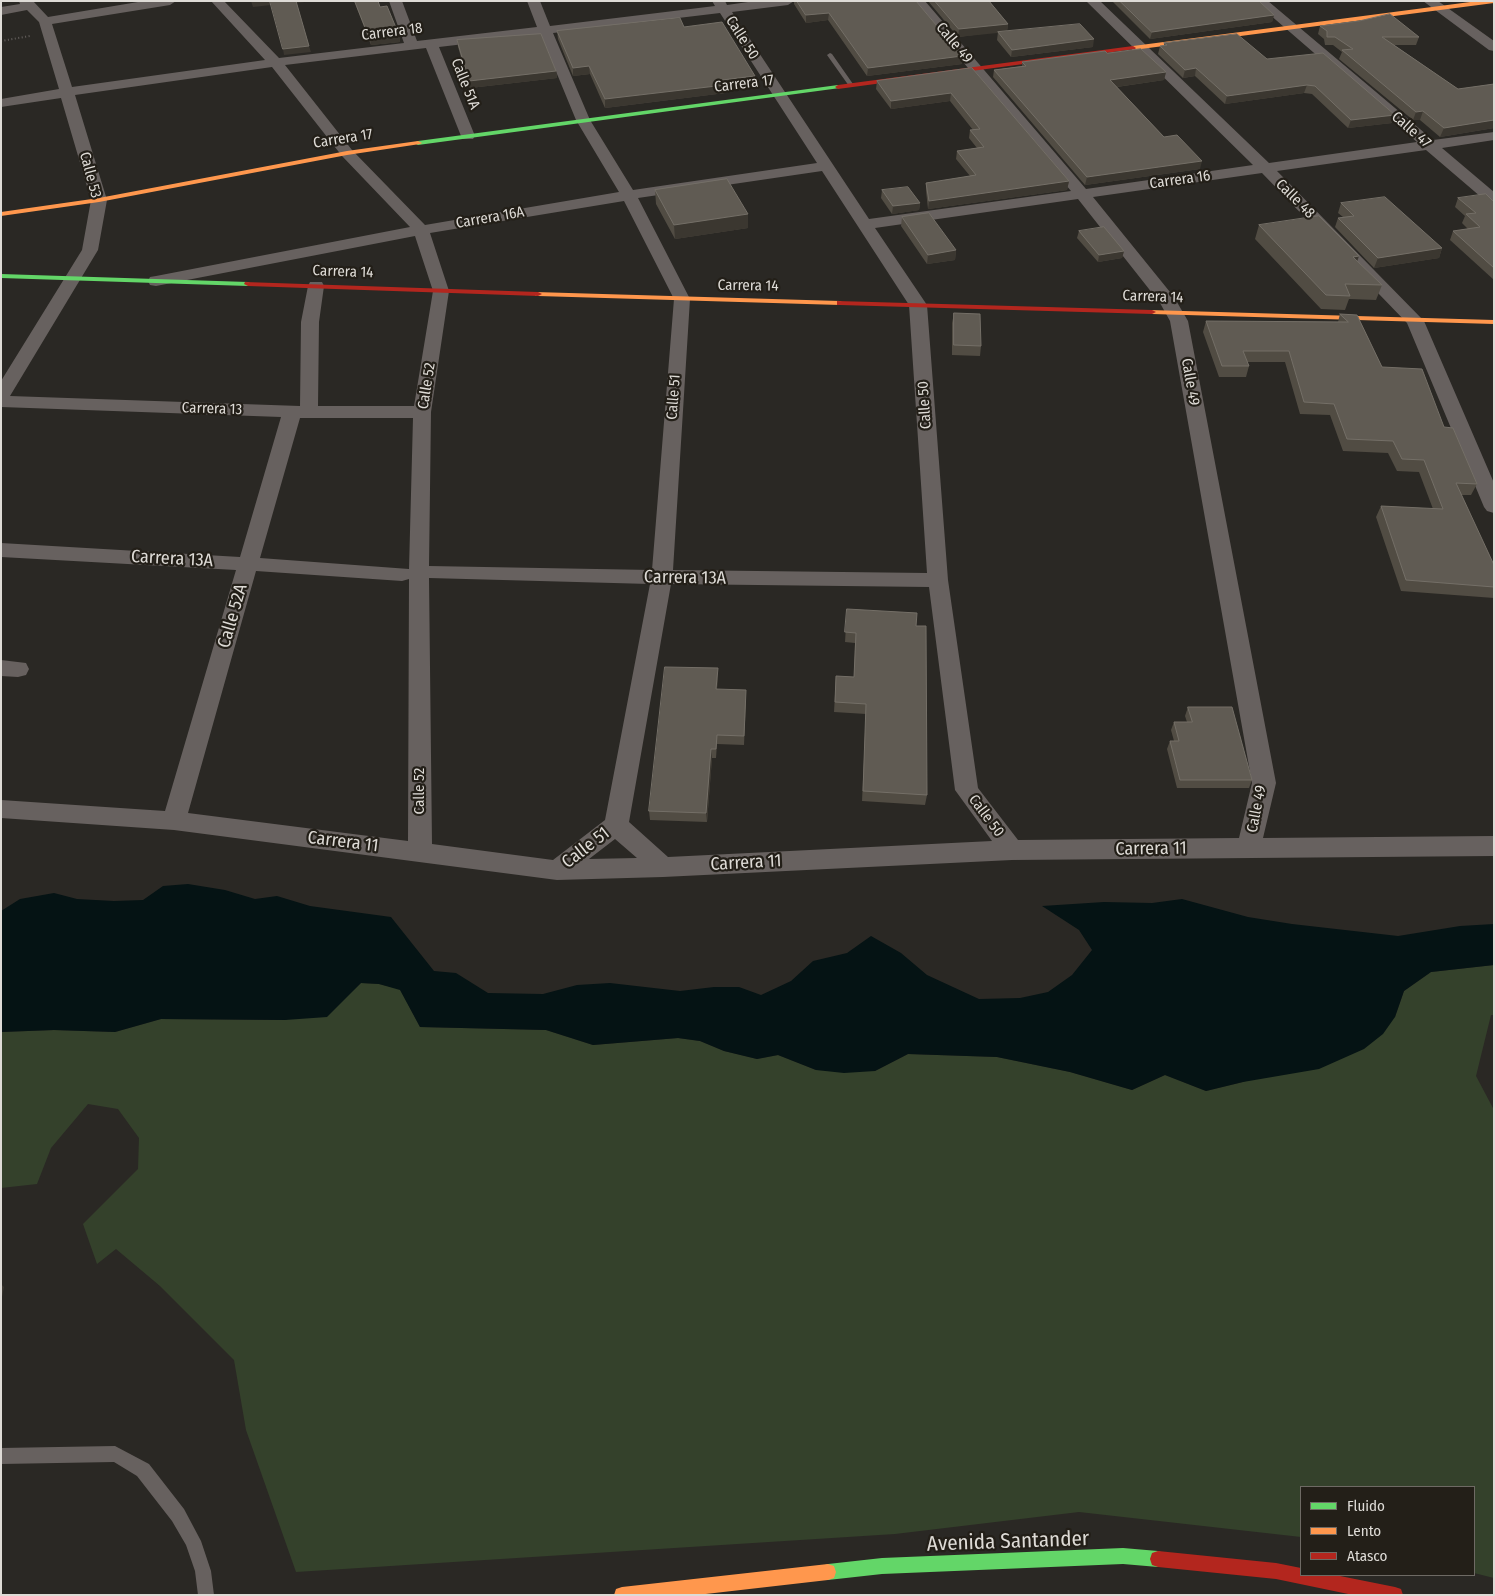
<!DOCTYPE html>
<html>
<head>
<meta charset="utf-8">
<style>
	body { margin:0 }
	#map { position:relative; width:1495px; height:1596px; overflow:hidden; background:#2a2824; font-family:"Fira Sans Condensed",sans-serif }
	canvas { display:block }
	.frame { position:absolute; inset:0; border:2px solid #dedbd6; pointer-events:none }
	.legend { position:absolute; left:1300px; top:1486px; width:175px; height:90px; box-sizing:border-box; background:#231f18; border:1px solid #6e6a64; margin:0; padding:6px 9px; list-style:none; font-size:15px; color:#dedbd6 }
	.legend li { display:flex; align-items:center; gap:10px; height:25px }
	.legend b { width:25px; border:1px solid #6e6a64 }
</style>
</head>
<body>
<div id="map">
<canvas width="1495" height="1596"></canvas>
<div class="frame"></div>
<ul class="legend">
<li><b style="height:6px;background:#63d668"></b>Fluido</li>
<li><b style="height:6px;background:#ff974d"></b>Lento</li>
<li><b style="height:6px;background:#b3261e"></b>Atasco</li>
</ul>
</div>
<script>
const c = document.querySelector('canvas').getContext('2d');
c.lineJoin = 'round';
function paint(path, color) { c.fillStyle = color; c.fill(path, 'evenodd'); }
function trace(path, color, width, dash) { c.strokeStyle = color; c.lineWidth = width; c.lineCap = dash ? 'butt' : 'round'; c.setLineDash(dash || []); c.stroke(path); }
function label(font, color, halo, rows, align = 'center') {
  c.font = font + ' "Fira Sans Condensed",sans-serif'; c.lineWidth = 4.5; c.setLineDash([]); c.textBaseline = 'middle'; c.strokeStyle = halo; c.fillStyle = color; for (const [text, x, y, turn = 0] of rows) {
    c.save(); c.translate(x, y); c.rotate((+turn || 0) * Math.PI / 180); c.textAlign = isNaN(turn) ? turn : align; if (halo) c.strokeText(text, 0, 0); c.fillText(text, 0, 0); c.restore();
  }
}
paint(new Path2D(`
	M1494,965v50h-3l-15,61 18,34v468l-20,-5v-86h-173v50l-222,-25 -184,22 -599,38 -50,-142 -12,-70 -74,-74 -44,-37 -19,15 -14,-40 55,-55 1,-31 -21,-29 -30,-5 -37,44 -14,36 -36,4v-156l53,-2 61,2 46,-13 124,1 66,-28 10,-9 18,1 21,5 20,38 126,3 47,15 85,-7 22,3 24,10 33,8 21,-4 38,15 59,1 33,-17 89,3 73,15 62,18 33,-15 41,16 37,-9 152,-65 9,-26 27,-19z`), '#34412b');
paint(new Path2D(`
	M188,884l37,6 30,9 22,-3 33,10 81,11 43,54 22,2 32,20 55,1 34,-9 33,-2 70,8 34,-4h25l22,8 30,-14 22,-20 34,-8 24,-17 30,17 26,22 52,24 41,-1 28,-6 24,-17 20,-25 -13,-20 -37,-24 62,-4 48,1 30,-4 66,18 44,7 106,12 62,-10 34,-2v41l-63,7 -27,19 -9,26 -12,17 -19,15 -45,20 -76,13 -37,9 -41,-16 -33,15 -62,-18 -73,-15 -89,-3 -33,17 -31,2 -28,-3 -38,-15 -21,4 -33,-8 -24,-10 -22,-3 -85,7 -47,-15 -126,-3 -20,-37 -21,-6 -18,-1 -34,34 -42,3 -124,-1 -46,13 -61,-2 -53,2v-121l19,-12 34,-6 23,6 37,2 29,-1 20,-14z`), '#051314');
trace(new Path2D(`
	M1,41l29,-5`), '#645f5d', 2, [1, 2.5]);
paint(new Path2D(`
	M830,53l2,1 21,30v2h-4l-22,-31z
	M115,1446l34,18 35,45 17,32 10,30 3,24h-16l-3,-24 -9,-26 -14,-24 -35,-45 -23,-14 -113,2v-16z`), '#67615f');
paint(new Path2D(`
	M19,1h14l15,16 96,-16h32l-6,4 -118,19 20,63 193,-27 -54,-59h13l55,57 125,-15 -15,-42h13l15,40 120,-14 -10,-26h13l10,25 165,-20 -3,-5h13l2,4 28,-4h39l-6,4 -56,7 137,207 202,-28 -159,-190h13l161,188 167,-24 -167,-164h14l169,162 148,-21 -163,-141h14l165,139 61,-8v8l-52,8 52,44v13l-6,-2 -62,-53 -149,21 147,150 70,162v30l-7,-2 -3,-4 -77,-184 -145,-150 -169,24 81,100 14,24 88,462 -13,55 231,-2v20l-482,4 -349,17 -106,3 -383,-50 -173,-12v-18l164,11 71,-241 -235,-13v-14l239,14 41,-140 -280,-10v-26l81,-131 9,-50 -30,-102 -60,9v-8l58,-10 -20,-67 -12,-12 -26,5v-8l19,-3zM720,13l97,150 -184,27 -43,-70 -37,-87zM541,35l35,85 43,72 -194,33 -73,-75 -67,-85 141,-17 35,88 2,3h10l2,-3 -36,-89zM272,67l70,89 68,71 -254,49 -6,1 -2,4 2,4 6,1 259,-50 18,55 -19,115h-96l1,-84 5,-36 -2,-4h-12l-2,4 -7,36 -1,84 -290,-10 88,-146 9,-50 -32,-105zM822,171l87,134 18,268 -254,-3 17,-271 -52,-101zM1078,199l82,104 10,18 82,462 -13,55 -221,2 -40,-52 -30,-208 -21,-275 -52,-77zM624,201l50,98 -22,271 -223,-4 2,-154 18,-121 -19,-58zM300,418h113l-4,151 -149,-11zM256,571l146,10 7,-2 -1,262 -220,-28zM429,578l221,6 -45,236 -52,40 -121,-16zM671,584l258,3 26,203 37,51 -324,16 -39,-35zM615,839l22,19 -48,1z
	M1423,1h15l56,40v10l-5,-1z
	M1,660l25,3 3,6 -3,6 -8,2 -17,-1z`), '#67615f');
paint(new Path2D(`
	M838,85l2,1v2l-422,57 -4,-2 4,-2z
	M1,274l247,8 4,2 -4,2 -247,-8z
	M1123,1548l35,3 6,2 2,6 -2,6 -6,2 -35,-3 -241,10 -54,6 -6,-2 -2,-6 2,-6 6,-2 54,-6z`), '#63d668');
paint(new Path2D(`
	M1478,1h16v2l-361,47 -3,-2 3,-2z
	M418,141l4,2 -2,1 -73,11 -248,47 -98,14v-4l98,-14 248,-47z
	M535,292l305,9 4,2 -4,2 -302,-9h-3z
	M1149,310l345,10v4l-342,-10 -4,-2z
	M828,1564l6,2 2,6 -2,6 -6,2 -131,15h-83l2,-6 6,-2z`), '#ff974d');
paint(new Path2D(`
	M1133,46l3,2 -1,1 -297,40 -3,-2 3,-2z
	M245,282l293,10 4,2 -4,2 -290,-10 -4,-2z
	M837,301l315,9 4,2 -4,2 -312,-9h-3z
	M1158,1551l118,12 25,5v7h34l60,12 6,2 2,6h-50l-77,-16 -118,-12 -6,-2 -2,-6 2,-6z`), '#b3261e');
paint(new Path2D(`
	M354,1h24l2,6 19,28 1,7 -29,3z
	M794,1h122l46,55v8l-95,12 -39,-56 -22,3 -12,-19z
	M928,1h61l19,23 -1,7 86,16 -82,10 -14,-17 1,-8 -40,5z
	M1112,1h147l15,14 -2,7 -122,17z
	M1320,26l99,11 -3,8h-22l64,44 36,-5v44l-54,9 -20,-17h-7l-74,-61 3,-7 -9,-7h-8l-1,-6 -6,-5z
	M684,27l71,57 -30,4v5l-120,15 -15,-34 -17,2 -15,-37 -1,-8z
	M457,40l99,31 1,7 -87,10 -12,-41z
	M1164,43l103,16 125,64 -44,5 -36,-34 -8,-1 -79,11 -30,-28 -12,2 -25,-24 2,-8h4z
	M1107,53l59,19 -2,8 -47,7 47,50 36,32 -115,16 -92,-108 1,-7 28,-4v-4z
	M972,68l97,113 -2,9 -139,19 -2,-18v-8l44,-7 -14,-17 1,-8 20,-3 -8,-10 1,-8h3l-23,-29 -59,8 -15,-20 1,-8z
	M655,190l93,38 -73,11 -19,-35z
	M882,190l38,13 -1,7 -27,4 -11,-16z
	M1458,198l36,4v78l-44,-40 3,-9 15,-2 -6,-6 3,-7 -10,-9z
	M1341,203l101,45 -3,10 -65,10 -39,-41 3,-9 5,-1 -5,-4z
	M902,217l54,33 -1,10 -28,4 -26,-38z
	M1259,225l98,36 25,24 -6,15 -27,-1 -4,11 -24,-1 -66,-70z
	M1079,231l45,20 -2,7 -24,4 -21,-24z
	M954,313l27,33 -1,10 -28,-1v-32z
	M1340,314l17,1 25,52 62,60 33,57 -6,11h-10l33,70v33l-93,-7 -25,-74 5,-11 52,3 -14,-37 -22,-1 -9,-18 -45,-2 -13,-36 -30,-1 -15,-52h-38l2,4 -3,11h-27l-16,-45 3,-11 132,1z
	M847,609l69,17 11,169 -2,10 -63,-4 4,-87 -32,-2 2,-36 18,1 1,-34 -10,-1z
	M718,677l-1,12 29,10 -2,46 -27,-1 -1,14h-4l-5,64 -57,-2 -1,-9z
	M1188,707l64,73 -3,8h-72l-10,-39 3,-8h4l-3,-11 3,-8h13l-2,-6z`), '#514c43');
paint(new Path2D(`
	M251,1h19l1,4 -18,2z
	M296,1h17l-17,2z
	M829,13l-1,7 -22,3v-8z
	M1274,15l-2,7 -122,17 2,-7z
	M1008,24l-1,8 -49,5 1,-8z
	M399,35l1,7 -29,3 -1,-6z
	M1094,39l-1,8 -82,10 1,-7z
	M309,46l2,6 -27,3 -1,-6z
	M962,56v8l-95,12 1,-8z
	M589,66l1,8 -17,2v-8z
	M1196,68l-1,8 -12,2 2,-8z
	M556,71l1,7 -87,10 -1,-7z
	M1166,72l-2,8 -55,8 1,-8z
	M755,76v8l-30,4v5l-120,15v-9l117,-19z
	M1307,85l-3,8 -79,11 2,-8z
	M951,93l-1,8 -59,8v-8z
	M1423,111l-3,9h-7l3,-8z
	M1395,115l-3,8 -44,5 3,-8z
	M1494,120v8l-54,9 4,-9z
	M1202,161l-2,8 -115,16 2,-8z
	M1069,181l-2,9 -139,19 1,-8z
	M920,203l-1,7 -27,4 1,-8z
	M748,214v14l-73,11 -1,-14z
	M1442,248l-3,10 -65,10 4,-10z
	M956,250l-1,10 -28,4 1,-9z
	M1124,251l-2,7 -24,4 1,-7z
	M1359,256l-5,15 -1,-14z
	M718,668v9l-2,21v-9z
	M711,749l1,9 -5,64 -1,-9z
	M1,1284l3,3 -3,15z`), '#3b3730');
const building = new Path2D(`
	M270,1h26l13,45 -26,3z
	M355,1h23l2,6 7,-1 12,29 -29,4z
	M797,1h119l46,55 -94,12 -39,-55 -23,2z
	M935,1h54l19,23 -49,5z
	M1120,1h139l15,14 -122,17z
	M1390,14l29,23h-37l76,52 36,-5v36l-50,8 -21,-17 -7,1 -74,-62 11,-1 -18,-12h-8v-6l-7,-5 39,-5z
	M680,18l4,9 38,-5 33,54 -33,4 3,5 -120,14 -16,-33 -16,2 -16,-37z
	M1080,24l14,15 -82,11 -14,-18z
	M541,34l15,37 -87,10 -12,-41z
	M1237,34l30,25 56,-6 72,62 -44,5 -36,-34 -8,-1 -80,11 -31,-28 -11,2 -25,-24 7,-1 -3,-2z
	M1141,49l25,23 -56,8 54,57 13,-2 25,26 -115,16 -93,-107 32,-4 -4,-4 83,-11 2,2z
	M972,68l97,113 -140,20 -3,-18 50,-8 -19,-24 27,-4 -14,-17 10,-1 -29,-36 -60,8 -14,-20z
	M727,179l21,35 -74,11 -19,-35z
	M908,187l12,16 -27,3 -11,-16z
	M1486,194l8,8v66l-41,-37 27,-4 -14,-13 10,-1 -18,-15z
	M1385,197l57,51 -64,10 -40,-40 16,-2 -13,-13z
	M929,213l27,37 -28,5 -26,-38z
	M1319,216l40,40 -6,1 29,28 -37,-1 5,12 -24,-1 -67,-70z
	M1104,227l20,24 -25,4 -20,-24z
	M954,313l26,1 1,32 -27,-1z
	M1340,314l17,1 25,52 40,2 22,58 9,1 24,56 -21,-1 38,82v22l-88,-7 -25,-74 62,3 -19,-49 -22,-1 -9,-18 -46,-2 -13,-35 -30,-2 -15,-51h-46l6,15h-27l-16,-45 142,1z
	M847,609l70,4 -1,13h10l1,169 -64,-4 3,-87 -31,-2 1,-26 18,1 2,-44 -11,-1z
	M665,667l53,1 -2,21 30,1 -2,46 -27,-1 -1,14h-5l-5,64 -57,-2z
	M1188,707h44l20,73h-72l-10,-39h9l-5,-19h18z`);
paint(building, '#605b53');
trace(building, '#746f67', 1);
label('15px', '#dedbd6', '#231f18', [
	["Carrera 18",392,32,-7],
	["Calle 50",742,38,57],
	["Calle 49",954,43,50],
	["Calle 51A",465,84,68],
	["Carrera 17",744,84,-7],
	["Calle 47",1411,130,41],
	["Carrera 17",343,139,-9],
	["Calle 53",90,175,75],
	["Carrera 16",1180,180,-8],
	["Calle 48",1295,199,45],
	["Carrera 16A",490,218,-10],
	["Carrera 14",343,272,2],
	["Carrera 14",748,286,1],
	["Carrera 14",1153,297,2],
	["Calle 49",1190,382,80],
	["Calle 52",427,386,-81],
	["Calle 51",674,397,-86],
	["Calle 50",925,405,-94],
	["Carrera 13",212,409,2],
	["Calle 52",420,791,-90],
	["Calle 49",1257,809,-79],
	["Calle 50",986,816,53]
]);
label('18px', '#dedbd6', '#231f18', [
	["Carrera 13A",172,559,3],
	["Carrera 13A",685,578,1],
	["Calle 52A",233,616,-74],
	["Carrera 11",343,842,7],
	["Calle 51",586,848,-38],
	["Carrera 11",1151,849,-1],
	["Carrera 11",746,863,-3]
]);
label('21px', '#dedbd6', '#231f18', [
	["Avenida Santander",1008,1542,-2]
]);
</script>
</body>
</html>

-- Problem details --
Please filter the data down to the lines containing the word "strokeStyle".

-- The answer --
function trace(path, color, width, dash) { c.strokeStyle = color; c.lineWidth = width; c.lineCap = dash ? 'butt' : 'round'; c.setLineDash(dash || []); c.stroke(path); }
  c.font = font + ' "Fira Sans Condensed",sans-serif'; c.lineWidth = 4.5; c.setLineDash([]); c.textBaseline = 'middle'; c.strokeStyle = halo; c.fillStyle = color; for (const [text, x, y, turn = 0] of rows) {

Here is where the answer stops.